Vom Trainingsanzug zum Jazz-Rap: Polnischer Hip Hop hat sich vom Plattenbau- zum Mainstream-Phänomen entwickelt und stellt eine der lebendigsten Subkulturen Polens dar.

Polen (hf) - Wie fast alle polnischen Subkulturen, schwappt auch Hip Hop aus den USA, zum Teil über den Umweg des grenznahen Berlin, nach Polen über. Die Anfänge finden sich, wie in Deutschland, in den späten 80ern. Richtig Fahrt nimmt die Bewegung aber erst Mitte der 90er auf. Im Gegensatz zu Deutschland wird die Öffentlichkeit erst in den 2000ern wirklich auf die gar nicht mehr so neue Subkultur aufmerksam.
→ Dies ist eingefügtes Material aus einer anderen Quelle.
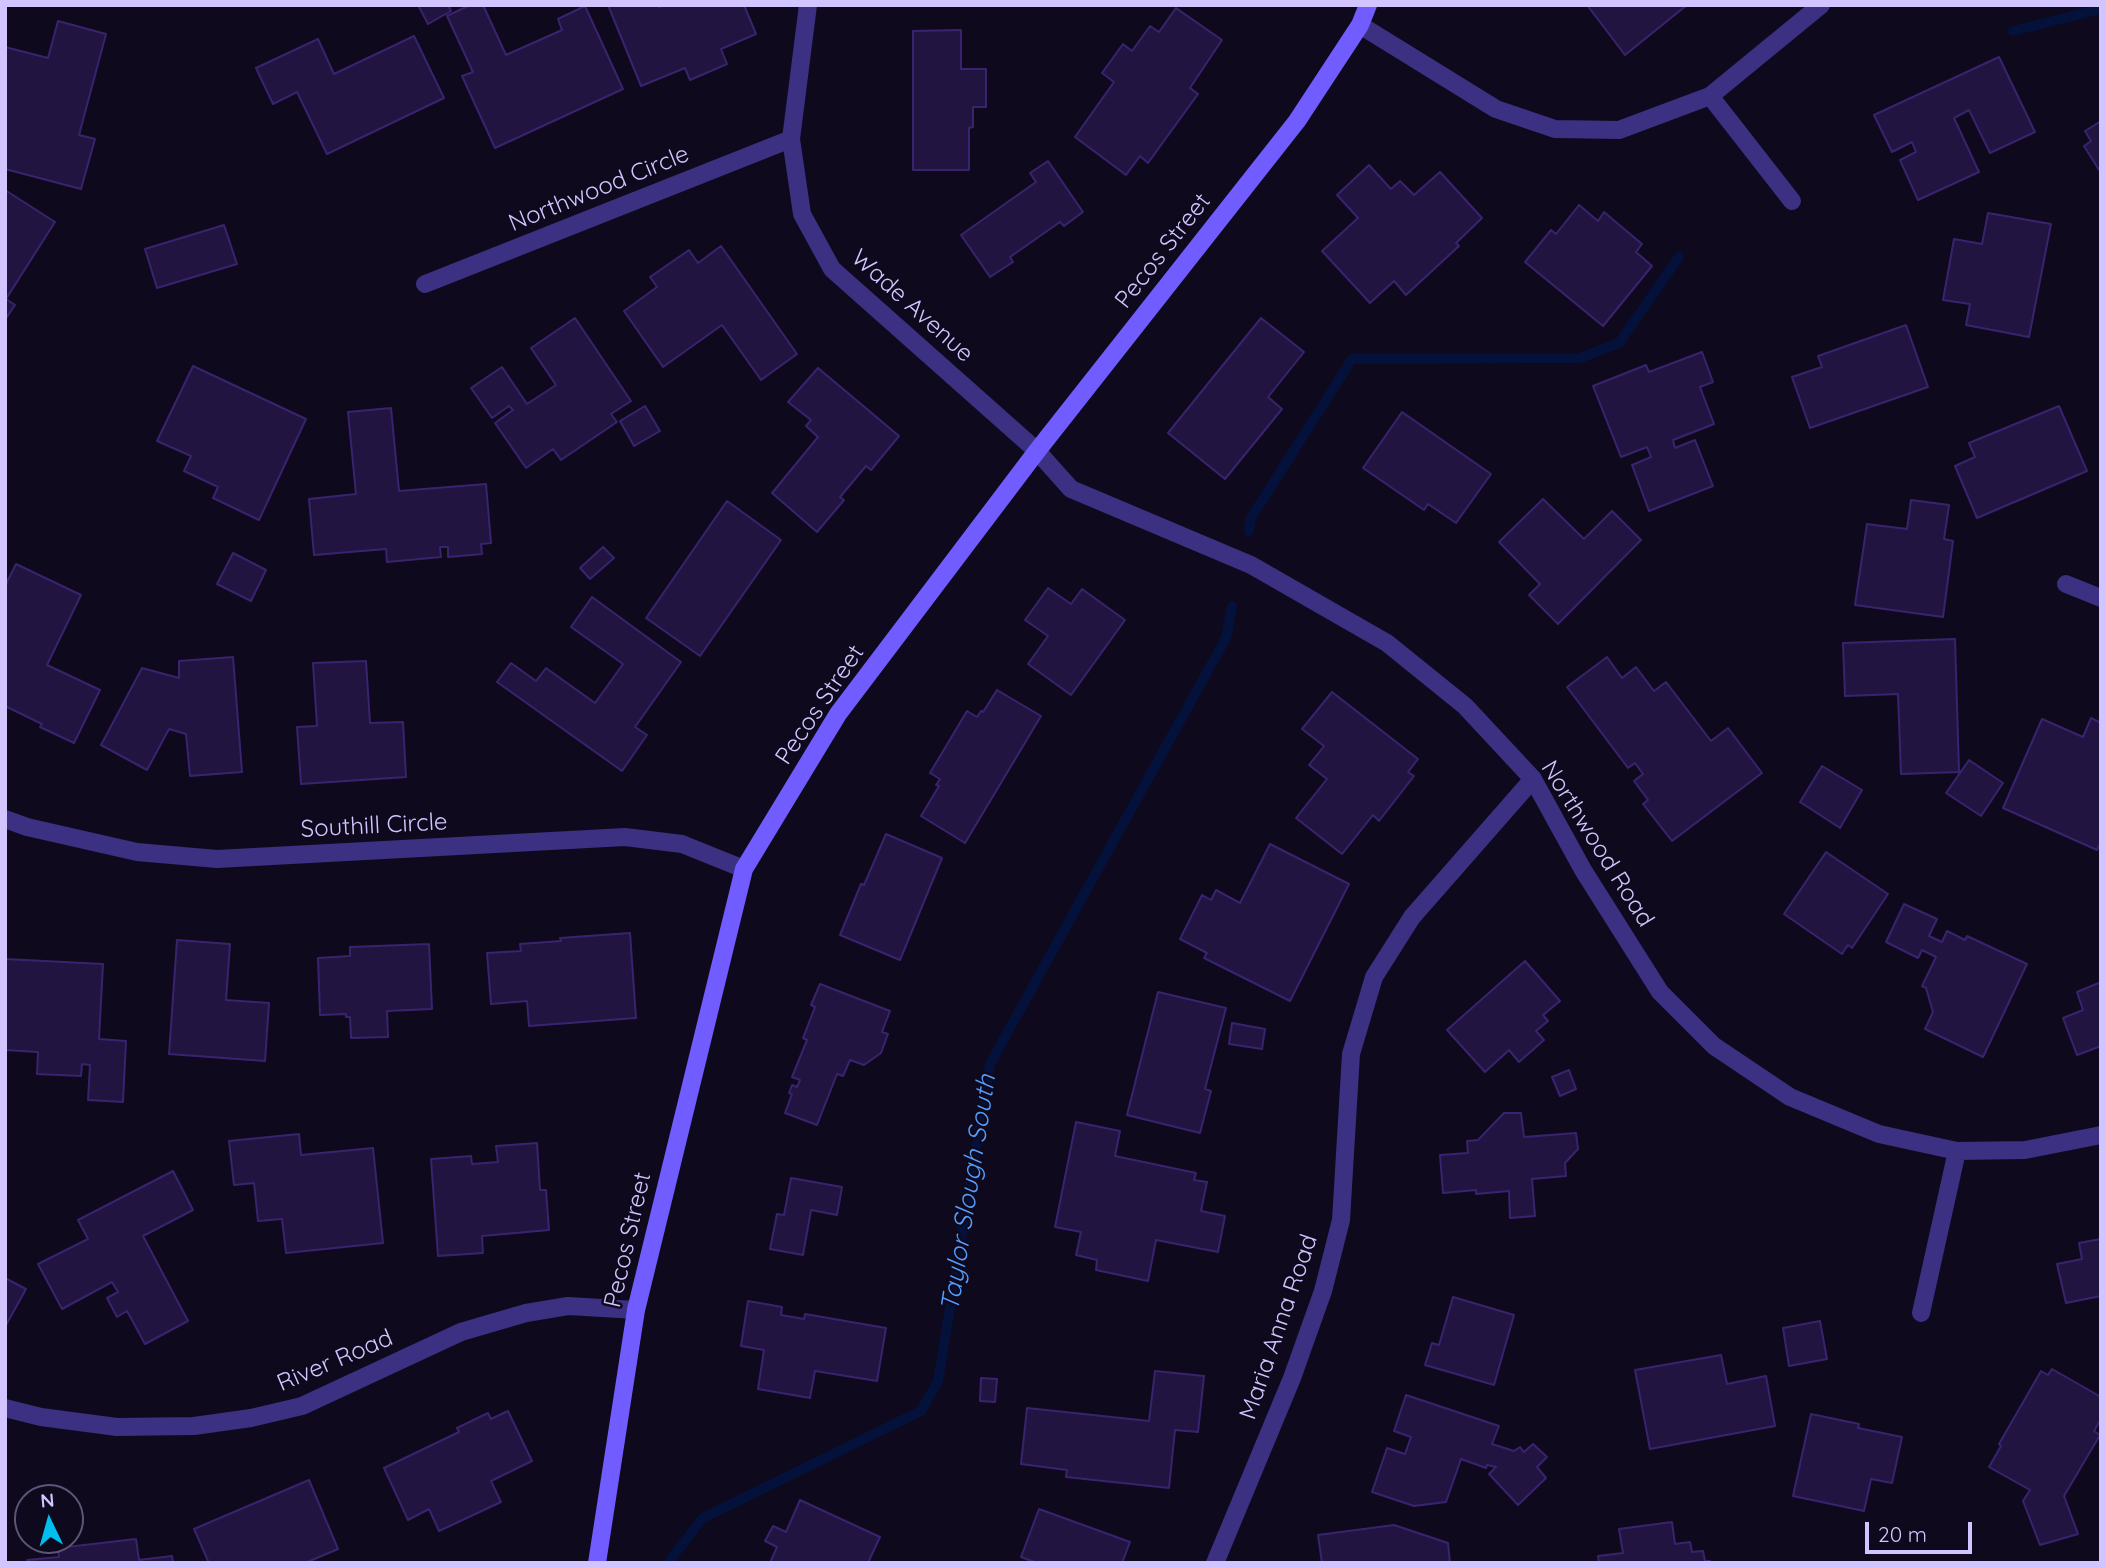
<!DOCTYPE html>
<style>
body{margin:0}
#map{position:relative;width:2106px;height:1568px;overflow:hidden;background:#0f091d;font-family:Quicksand,sans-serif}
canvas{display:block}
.frame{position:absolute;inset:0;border:7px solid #d2c5ff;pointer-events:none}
.north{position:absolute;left:14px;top:1484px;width:70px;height:70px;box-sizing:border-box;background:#0f091d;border:2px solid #5d5477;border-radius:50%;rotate:355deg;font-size:19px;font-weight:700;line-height:28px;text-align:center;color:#d2c5ff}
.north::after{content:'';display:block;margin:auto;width:24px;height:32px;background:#00bff0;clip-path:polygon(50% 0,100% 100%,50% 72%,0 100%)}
.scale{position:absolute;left:1865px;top:1522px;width:107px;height:32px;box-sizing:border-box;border:4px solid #d2c5ff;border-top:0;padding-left:9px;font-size:21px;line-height:24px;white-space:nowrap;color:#d2c5ff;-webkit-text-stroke:5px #0f091d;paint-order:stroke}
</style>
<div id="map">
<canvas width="2106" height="1568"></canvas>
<div class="frame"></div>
<div class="north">N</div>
<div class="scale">20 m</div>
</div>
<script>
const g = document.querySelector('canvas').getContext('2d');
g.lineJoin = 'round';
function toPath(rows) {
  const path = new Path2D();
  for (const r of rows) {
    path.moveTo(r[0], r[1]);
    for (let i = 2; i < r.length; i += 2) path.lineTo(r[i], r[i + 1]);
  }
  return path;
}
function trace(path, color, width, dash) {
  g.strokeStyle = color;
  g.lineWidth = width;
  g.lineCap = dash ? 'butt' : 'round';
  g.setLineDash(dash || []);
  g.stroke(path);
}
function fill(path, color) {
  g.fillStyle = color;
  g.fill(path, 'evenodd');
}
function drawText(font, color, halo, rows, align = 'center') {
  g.font = font + ' Quicksand,sans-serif';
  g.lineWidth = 5;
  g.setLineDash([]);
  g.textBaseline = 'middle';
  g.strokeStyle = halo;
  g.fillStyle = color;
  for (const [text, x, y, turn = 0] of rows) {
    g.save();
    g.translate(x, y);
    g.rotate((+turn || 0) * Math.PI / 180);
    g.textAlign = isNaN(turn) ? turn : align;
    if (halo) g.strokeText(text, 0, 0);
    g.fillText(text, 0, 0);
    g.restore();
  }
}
trace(toPath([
 [2013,31,2101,9],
 [1249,531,1251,518,1352,359,1580,358,1619,343,1679,257],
 [670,1563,670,1560,703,1518,921,1411,938,1381,990,1064,1226,638,1232,606]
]), '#04123b', 10);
const building = toPath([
 [418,5,448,5,451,11,428,24,418,5],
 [470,5,483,5,506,55,562,30,558,19,585,6,623,89,495,148,462,76,473,72,447,16,470,5],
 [608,5,658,5,659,7,664,5,744,5,756,34,721,49,727,64,690,80,685,68,641,86,608,5],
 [1587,5,1687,5,1625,55,1587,5],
 [1176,8,1222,40,1190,88,1198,94,1148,163,1140,156,1126,175,1075,137,1114,82,1102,73,1123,44,1132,51,1150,26,1159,32,1176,8],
 [58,21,106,34,79,135,95,139,81,189,5,169,5,47,48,58,58,21],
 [961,30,961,69,986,69,986,107,973,107,973,127,969,128,969,170,913,170,913,31,961,30],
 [414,36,444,98,327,154,297,92,273,104,256,68,318,39,334,74,414,36],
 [1999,57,2035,132,1990,153,1969,110,1954,118,1979,172,1918,200,1900,160,1916,152,1912,142,1892,152,1874,115,1999,57],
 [2101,121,2101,173,2084,146,2091,141,2085,131,2101,121],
 [1048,161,1083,212,1064,226,1060,222,1010,257,1013,262,990,277,961,235,1036,182,1030,173,1048,161],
 [1369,165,1391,189,1400,181,1414,195,1440,172,1482,218,1456,243,1459,246,1406,295,1394,281,1370,303,1322,251,1358,218,1337,195,1369,165],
 [5,190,55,222,6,299,15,305,5,320,5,190],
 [1579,205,1598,221,1604,212,1642,244,1636,252,1652,266,1603,326,1525,262,1551,230,1556,234,1579,205],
 [1988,213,2051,224,2029,337,1966,325,1970,304,1943,300,1954,239,1982,244,1988,213],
 [224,225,237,264,157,288,145,249,224,225],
 [721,246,797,354,761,380,722,325,663,367,624,311,657,287,650,277,689,250,698,263,721,246],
 [575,318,631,401,611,414,617,422,561,460,553,449,526,468,495,423,513,410,509,406,492,418,471,388,502,367,527,404,556,385,531,348,575,318],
 [1261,318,1304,352,1268,397,1282,409,1225,479,1168,433,1261,318],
 [1906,325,1928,387,1810,428,1792,377,1822,367,1818,356,1906,325],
 [1702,352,1713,382,1700,387,1714,424,1673,440,1675,448,1695,440,1713,486,1649,511,1632,465,1651,457,1647,447,1621,457,1593,386,1646,365,1649,372,1702,352],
 [193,366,306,419,259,520,213,498,218,487,184,471,191,456,157,441,193,366],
 [818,368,899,436,871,470,866,466,840,497,844,500,817,532,772,493,818,437,806,426,811,420,788,402,818,368],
 [645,406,660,431,634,446,620,421,645,406],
 [2059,406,2087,471,1977,518,1955,466,1975,457,1969,443,2059,406],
 [391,408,399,491,486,484,491,543,481,544,482,554,448,557,448,547,440,547,441,557,387,562,386,549,314,555,309,499,356,494,348,412,391,408],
 [1402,412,1491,474,1456,523,1428,504,1424,510,1363,468,1402,412],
 [1543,499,1584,539,1612,511,1641,540,1558,624,1529,595,1540,584,1499,542,1543,499],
 [1911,500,1949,505,1944,539,1953,541,1943,617,1855,605,1867,524,1907,529,1911,500],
 [727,501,781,540,700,656,646,618,727,501],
 [603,547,614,558,590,579,580,568,603,547],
 [233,553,266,570,251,601,217,584,233,553],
 [16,564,81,595,47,665,100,690,74,743,40,727,42,724,5,706,5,586,16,564],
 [1048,588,1071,604,1082,589,1125,620,1071,695,1028,664,1048,636,1025,620,1048,588],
 [592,597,681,662,635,727,647,735,622,771,497,682,511,663,536,681,546,668,595,703,623,664,571,627,592,597],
 [1955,639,1959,772,1901,774,1898,694,1845,696,1843,643,1955,639],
 [233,657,242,772,190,776,186,734,169,729,147,770,101,745,142,668,179,678,179,661,233,657],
 [1607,657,1622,678,1636,667,1654,691,1666,682,1711,741,1728,728,1762,773,1672,841,1643,804,1648,800,1634,781,1643,774,1635,763,1628,768,1567,687,1607,657],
 [366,661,370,723,403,722,406,777,301,784,297,727,317,726,313,663,366,661],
 [997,690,1041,716,965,843,921,816,939,786,936,785,940,779,930,773,967,711,977,717,981,711,983,712,997,690],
 [1332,692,1418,759,1408,772,1414,776,1379,821,1373,815,1342,854,1296,818,1327,779,1309,765,1324,746,1302,729,1332,692],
 [2091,718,2101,723,2101,842,2097,850,2003,808,2042,719,2083,737,2091,718],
 [1969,760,2003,783,1981,816,1946,793,1969,760],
 [1822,766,1862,790,1840,828,1800,802,1822,766],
 [886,834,942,858,900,960,840,935,861,884,864,885,886,834],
 [1270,844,1349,884,1290,1001,1204,958,1207,953,1180,939,1202,895,1211,900,1216,890,1240,903,1270,844],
 [1826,852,1888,894,1852,948,1848,945,1842,954,1784,914,1826,852],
 [1904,904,1937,919,1929,936,1942,942,1947,931,1965,940,1967,936,2027,964,1983,1057,1925,1029,1933,1012,1926,988,1922,986,1936,957,1922,950,1918,958,1886,942,1904,904],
 [630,933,636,1018,529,1026,527,1001,491,1004,487,953,521,951,520,944,561,941,560,938,630,933],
 [177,940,230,944,226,1000,269,1003,265,1061,169,1054,177,940],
 [429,944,432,1009,387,1011,388,1037,351,1038,350,1017,346,1017,346,1014,320,1015,318,958,350,956,350,947,429,944],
 [5,959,103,964,99,1039,126,1041,123,1102,88,1100,90,1065,82,1064,81,1076,37,1074,38,1052,5,1050,5,959],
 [1525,961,1560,1001,1543,1015,1548,1021,1536,1031,1544,1040,1519,1062,1509,1050,1485,1072,1447,1030,1525,961],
 [2101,982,2101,1046,2077,1055,2063,1018,2083,1010,2077,992,2101,982],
 [820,984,890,1011,882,1032,888,1034,881,1053,864,1065,850,1060,843,1076,837,1074,817,1125,785,1113,792,1094,789,1093,792,1085,797,1087,800,1080,792,1077,807,1040,803,1038,815,1007,811,1005,820,984],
 [1158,992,1226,1008,1205,1089,1211,1091,1200,1133,1127,1115,1158,992],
 [1232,1023,1265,1029,1262,1049,1229,1044,1232,1023],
 [1569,1070,1576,1089,1560,1096,1552,1077,1569,1070],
 [1504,1113,1521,1113,1524,1137,1576,1133,1578,1149,1565,1163,1566,1176,1532,1179,1535,1216,1510,1218,1509,1191,1476,1194,1476,1190,1443,1193,1440,1155,1468,1153,1467,1141,1478,1140,1504,1113],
 [1076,1122,1120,1131,1115,1156,1196,1173,1194,1180,1207,1182,1201,1211,1225,1216,1218,1252,1156,1240,1148,1281,1096,1270,1097,1260,1076,1255,1081,1232,1055,1227,1076,1122],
 [299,1134,301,1155,373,1148,383,1243,286,1253,282,1219,258,1221,254,1183,234,1185,229,1141,299,1134],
 [537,1143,540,1190,546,1190,549,1230,482,1236,483,1253,438,1256,431,1159,471,1156,472,1164,498,1162,496,1146,537,1143],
 [173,1171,193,1210,143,1236,188,1321,145,1344,127,1311,117,1317,107,1298,118,1292,112,1282,62,1309,38,1264,88,1239,78,1220,173,1171],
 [791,1178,842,1187,837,1215,811,1210,803,1255,770,1249,777,1214,784,1215,791,1178],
 [2101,1239,2101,1296,2066,1303,2057,1264,2082,1259,2079,1243,2101,1239],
 [5,1278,26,1289,5,1327,5,1278],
 [1453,1297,1514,1315,1494,1385,1425,1365,1432,1343,1439,1345,1453,1297],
 [748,1301,782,1307,781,1315,804,1319,805,1314,886,1328,877,1381,815,1371,810,1398,758,1389,764,1350,741,1346,748,1301],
 [1820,1321,1827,1359,1789,1366,1783,1328,1820,1321],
 [1721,1355,1727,1384,1766,1376,1775,1426,1650,1449,1635,1370,1721,1355],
 [2052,1369,2101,1397,2101,1419,2094,1431,2100,1435,2064,1496,2078,1534,2040,1545,2023,1501,2030,1490,1989,1467,2001,1446,1999,1444,2041,1371,2048,1375,2052,1369],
 [1155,1371,1204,1376,1198,1432,1175,1430,1169,1488,1066,1477,1067,1470,1021,1464,1027,1408,1149,1421,1155,1371],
 [981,1378,997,1379,995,1402,980,1401,981,1378],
 [1406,1395,1499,1426,1492,1444,1514,1451,1520,1447,1524,1452,1533,1444,1547,1457,1537,1467,1546,1478,1518,1505,1489,1474,1496,1467,1487,1465,1486,1468,1461,1459,1446,1502,1414,1506,1372,1492,1387,1448,1405,1454,1411,1437,1394,1431,1406,1395],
 [508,1411,532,1461,491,1481,501,1502,439,1531,429,1509,408,1520,384,1468,459,1432,457,1428,488,1413,491,1419,508,1411],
 [1811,1414,1859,1424,1858,1428,1902,1437,1892,1483,1871,1479,1864,1511,1793,1496,1811,1414],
 [309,1480,338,1549,305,1563,209,1563,194,1529,309,1480],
 [800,1500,880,1537,868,1563,770,1563,777,1547,765,1541,773,1526,786,1532,800,1500],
 [1039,1509,1130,1542,1122,1563,1037,1563,1021,1557,1039,1509],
 [1672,1522,1675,1544,1690,1542,1692,1552,1703,1551,1705,1561,1710,1561,1710,1563,1599,1563,1598,1556,1623,1553,1619,1529,1672,1522],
 [1394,1525,1448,1543,1450,1563,1322,1563,1318,1535,1394,1525],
 [136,1539,139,1560,172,1556,173,1563,28,1563,27,1560,59,1557,58,1548,136,1539]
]);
fill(building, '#211440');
trace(building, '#3a236e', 2);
trace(toPath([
 [808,5,791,139,802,214,832,269,1037,451,1071,489,1251,565,1387,643,1465,706,1533,779,1583,870,1660,992,1714,1046,1790,1097,1879,1134,1957,1151,2025,1150,2101,1135],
 [1360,25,1496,109,1555,129,1619,130,1710,96,1821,5],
 [1710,96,1792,201],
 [425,284,791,139],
 [2066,584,2101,598],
 [5,819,27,827,137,852,217,859,625,837,682,844,744,869],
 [1921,1313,1957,1151],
 [5,1408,41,1417,117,1427,194,1426,251,1418,302,1406,461,1332,526,1313,568,1306,636,1310],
 [1215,1563,1292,1378,1323,1291,1341,1220,1351,1054,1374,977,1412,917,1533,779]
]), '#3b3081', 18);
trace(toPath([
 [597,1563,636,1310,744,869,838,714,1037,451,1297,121,1360,25,1368,5]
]), '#715cff', 18);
drawText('24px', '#d2c5ff', '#0f091d', [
 ["Northwood Circle",599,189,-22],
 ["Pecos Street",1163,251,-52],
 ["Wade Avenue",912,306,42],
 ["Pecos Street",820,705,-56],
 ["Southill Circle",374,826,-3],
 ["Northwood Road",1597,844,58],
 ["Pecos Street",628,1240,-77],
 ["Maria Anna Road",1279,1327,-71],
 ["River Road",335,1361,-23]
]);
drawText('italic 26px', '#539dff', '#0f091d', [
 ["Taylor Slough South",969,1193,-81]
]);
</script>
Dann aber so richtig: Auf den eben erst gestarteten polnischen Dependancen von VIVA und MTV laufen zeitweise kaum noch andere Musikrichtungen. Daraufhin, da macht Polen keine Ausnahme, kommt es zur Kommerzialisierung. Die polnische Presse münzt den Begriff "HipHoPolo", der womöglich nicht nur im Deutschen etwas blöde klingt.

Hip Hop stellt nach wie vor eine der größten und lebendigsten Subkulturen Polens dar. Wir haben für euch einige der bekanntesten polnischen Hip Hop-Acts zusammengetragen.

Polnische Hip Hop-Acts

Entwickelt hat sich der polnische Hip Hop tatsächlich in den Plattenbausiedlungen aus der Zeit des Sozialismus, die längst soziale Brennpunkte waren. Das Klischee vom "dresiarze", dem glatzköpfigen Trainingsanzugträger, den niedriger Bildungsgrad, schlechter Musikgeschmack und ein Hang zu Kriminalität und Gewalt kennzeichnen, trifft allerdings nur bedingt zu. Mittlerweile sind Rapper nicht mehr ausschließlich "blokersi" ("Blockmenschen"), sondern kommen auch aus bürgerlichen Eigenheimsiedlungen. Es liegt auf der Hand, dass die polnischen Plattenbaukids sich mit den amerikanischen (Gangsta-)Rappern aus den Projects identifizierten. Inzwischen gibt es aber auch im Feuilleton besprochene Acts wie Fisz oder O.S.T.R, die sich dem Jazz-Rap verschrieben haben.

Wie in den USA und Deutschland haben auch in Polen alle vier klassischen Elemente des Hip Hop - Rap, DJing, Graffiti und Breakdance - Verbreitung gefunden. Und wie in den USA und Deutschland sind Statusspielereien weit verbreitet. Der Stettiner Rapper Lona klärt in seinem Song "Hiphop Non Stop" von 2002 darüber auf, was heute bei polnischen Rappern zählt:

"Jeder nennt in einem Atemzug brav die vier Elemente / und so tu ichs auch / Ich werde hier nicht lange stottern / es sind: Kohle, Knete, Kies und – logisch – Schotter." Teure Klamotten, Marihuana, Alkohol: Hip Hop ist oft keine billige Angelegenheit - angesichts der hohen Jugendarbeitslosigkeit ein ernstzunehmendes Problem.

Und wie steht es mit dem polnischen Nationalstolz? Die meisten Rapper geben sich patriotisch. Das hört aber da auf, wo die Staatsgewalt anfängt: Die Polizei betrachten fast alle Subkulturen Polens als gemeinsamen Feind.

2 Kommentare

  • Vor 12 Jahren

    Danke für dieses tolle Special. Längst überfällig, dass Polen als musikalisches Land entdeckt wird. Leider sind Produkte aus den englischdprachigen Ländern hier übermäßig häufig vertreten. Die Welt ist dann aber doch etwas größer...

  • Vor 12 Jahren

    Es fehlen mindestens L.U.C, Rahim, Fokus, Vienio, Abradab und einige andere Vertreter des polnischen conscious hip-hop. Gerade Abradab, Rahim und Fokus gehören zu den Urgrößen des polnischen Hip-Hop (als Mitglieder der Bands Kaliber 44 und Paktofonika).